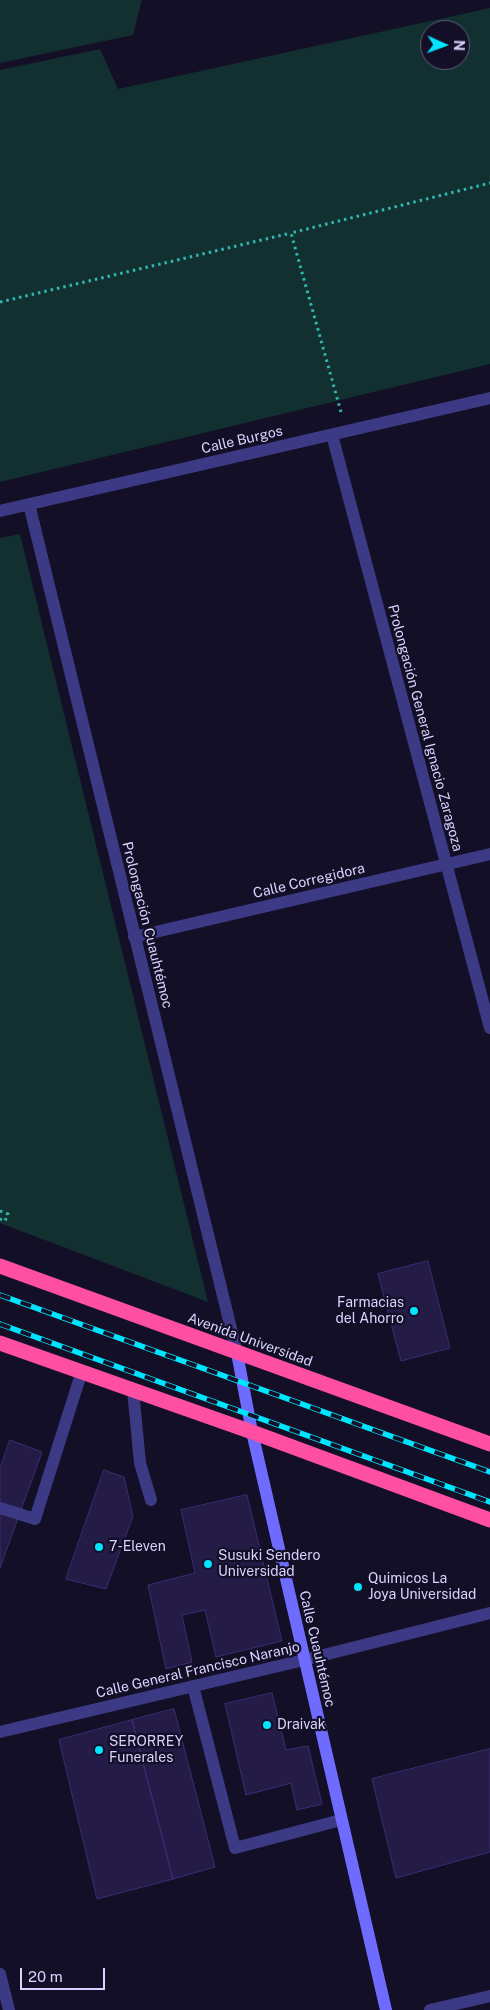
<!DOCTYPE html>
<html>
<head>
<meta charset="utf-8">
<style>
	body { margin:0 }
	#map { position:relative; width:490px; height:2010px; overflow:hidden; background:#130f26; font-family:"Public Sans",sans-serif }
	canvas { display:block }
	.north { position:absolute; left:420px; top:20px; width:50px; height:50px; box-sizing:border-box; background:#130f26; border:1px solid #625e7d; border-radius:50%; rotate:92deg; font-size:14px; font-weight:700; line-height:20px; text-align:center; color:#d9d4ff }
	.north::after { content:''; display:block; margin:auto; width:18px; height:22px; background:#00e5ff; clip-path:polygon(50% 0,100% 100%,50% 72%,0 100%) }
	.scale { position:absolute; left:20px; top:1968px; width:85px; height:22px; box-sizing:border-box; border:2px solid #d9d4ff; border-top:0; padding-left:6px; font-size:15px; line-height:18px; white-space:nowrap; color:#d9d4ff; -webkit-text-stroke:4px #130f26; paint-order:stroke }
</style>
</head>
<body>
<div id="map">
<canvas width="490" height="2010"></canvas>
<div class="north">N</div>
<div class="scale">20 m</div>
</div>
<script>
const g = document.querySelector('canvas').getContext('2d');
g.lineJoin = 'round';
function paint(path, color) { g.fillStyle = color; g.fill(path, 'evenodd'); }
function trace(path, color, width, dash) { g.strokeStyle = color; g.lineWidth = width; g.lineCap = dash ? 'butt' : 'round'; g.setLineDash(dash || []); g.stroke(path); }
function drawText(font, color, halo, rows, align = 'center') {
  g.font = font + ' "Public Sans",sans-serif'; g.lineWidth = 4.5; g.setLineDash([]); g.textBaseline = 'middle'; g.strokeStyle = halo; g.fillStyle = color; for (const [text, x, y, turn = 0] of rows) {
    g.save(); g.translate(x, y); g.rotate((+turn || 0) * Math.PI / 180); g.textAlign = isNaN(turn) ? turn : align; if (halo) g.strokeText(text, 0, 0); g.fillText(text, 0, 0); g.restore();
  }
}
const green = new Path2D(`
	M0,0H142L133,35L0,63Z
	M490,8V364L0,482V70L100,49L118,89ZM430,30H460V60H430Z
	M20,534L208,1302L0,1223V538Z`);
const building = new Path2D(`
	M428,1261L450,1348L401,1361L378,1274Z
	M10,1440L42,1452L0,1568V1468Z
	M104,1470L124,1477L133,1516L106,1589L66,1579Z
	M247,1495L282,1641L216,1657L205,1610L182,1615L192,1662L166,1669L148,1585L195,1573L181,1510Z
	M272,1693L286,1750L308,1746L322,1804L297,1810L291,1783L246,1795L225,1704Z
	M174,1709L215,1867L173,1879L132,1720Z
	M132,1720L173,1879L97,1899L59,1740Z
	M490,1749V1852L396,1878L372,1779Z`);
const path = new Path2D(`
	M0,302L291,233
	M341,412L291,233L490,183
	M0,1211L8,1214L5,1221L0,1219`);
const lane = new Path2D(`
	M133,1390L140,1463L151,1500
	M0,1508L35,1519L82,1371
	M193,1686L235,1848L341,1820`);
const street = new Path2D(`
	M332,435L490,1028
	M29,504L237,1353
	M0,511L490,398
	M134,937L490,854
	M0,1732L304,1660L490,1613
	M0,1974L9,2010
	M430,2010L490,1996`);
const secondary = new Path2D(`
	M237,1353L252,1432L386,2010`);
const highway = new Path2D(`
	M0,1266L490,1444
	M0,1343L252,1432L490,1520`);
const rail = new Path2D(`
	M0,1295L490,1472
	M0,1324L490,1502`);
const markers = [
	[414,1311,5,"#00e5ff"],
	[99,1547,5,"#00e5ff"],
	[208,1564,5,"#00e5ff"],
	[358,1587,5,"#00e5ff"],
	[267,1725,5,"#00e5ff"],
	[99,1750,5,"#00e5ff"]
];
const streetNames = [
	["Calle Burgos",242,440,-13],
	["Prolongación General Ignacio Zaragoza",425,728,75],
	["Calle Corregidora",309,881,-13],
	["Prolongación Cuauhtémoc",147,925,76],
	["Avenida Universidad",250,1340,20],
	["Calle Cuauhtémoc",317,1649,77],
	["Calle General Francisco Naranjo",198,1670,-13]
];
const poiNames = [
	["Farmacias",404,1303,"right"],
	["del Ahorro",404,1319,"right"],
	["7-Eleven",109,1547],
	["Susuki Sendero",218,1556],
	["Universidad",218,1572],
	["Quimicos La",368,1579],
	["Joya Universidad",368,1595],
	["Draivak",277,1725],
	["SERORREY",109,1742],
	["Funerales",109,1758]
];
paint(green, '#12302f');
paint(building, '#241b47');
trace(building, '#3b2d73', 1);
trace(path, '#2fb8b0', 3, [2.5, 4]);
trace(lane, '#3d3a85', 12);
trace(street, '#3d3a85', 12);
trace(secondary, '#6f6bff', 12);
trace(highway, '#ff4fa3', 15);
trace(rail, '#00e5ff', 5.5);
trace(rail, '#130f26', 4, [11]);
for (const [x, y, r, color] of markers) { const dot = new Path2D(); dot.arc(x, y, r, 0, 2 * Math.PI); g.fillStyle = color; g.fill(dot); trace(dot, '#130f26', 2); }
drawText('14px', '#d9d4ff', '#130f26', streetNames);
drawText('14px', '#d9d4ff', '#130f26', poiNames, 'left');
</script>
</body>
</html>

## Task brief:
Of all the entries above, repeat only the lines from the line that has "trace(lane, '#3d3a85', 12);" to the line that has "drawText('14px', '#d9d4ff', '#130f26', streetNames);", both lines included, exactly.

## Written answer:
trace(lane, '#3d3a85', 12);
trace(street, '#3d3a85', 12);
trace(secondary, '#6f6bff', 12);
trace(highway, '#ff4fa3', 15);
trace(rail, '#00e5ff', 5.5);
trace(rail, '#130f26', 4, [11]);
for (const [x, y, r, color] of markers) { const dot = new Path2D(); dot.arc(x, y, r, 0, 2 * Math.PI); g.fillStyle = color; g.fill(dot); trace(dot, '#130f26', 2); }
drawText('14px', '#d9d4ff', '#130f26', streetNames);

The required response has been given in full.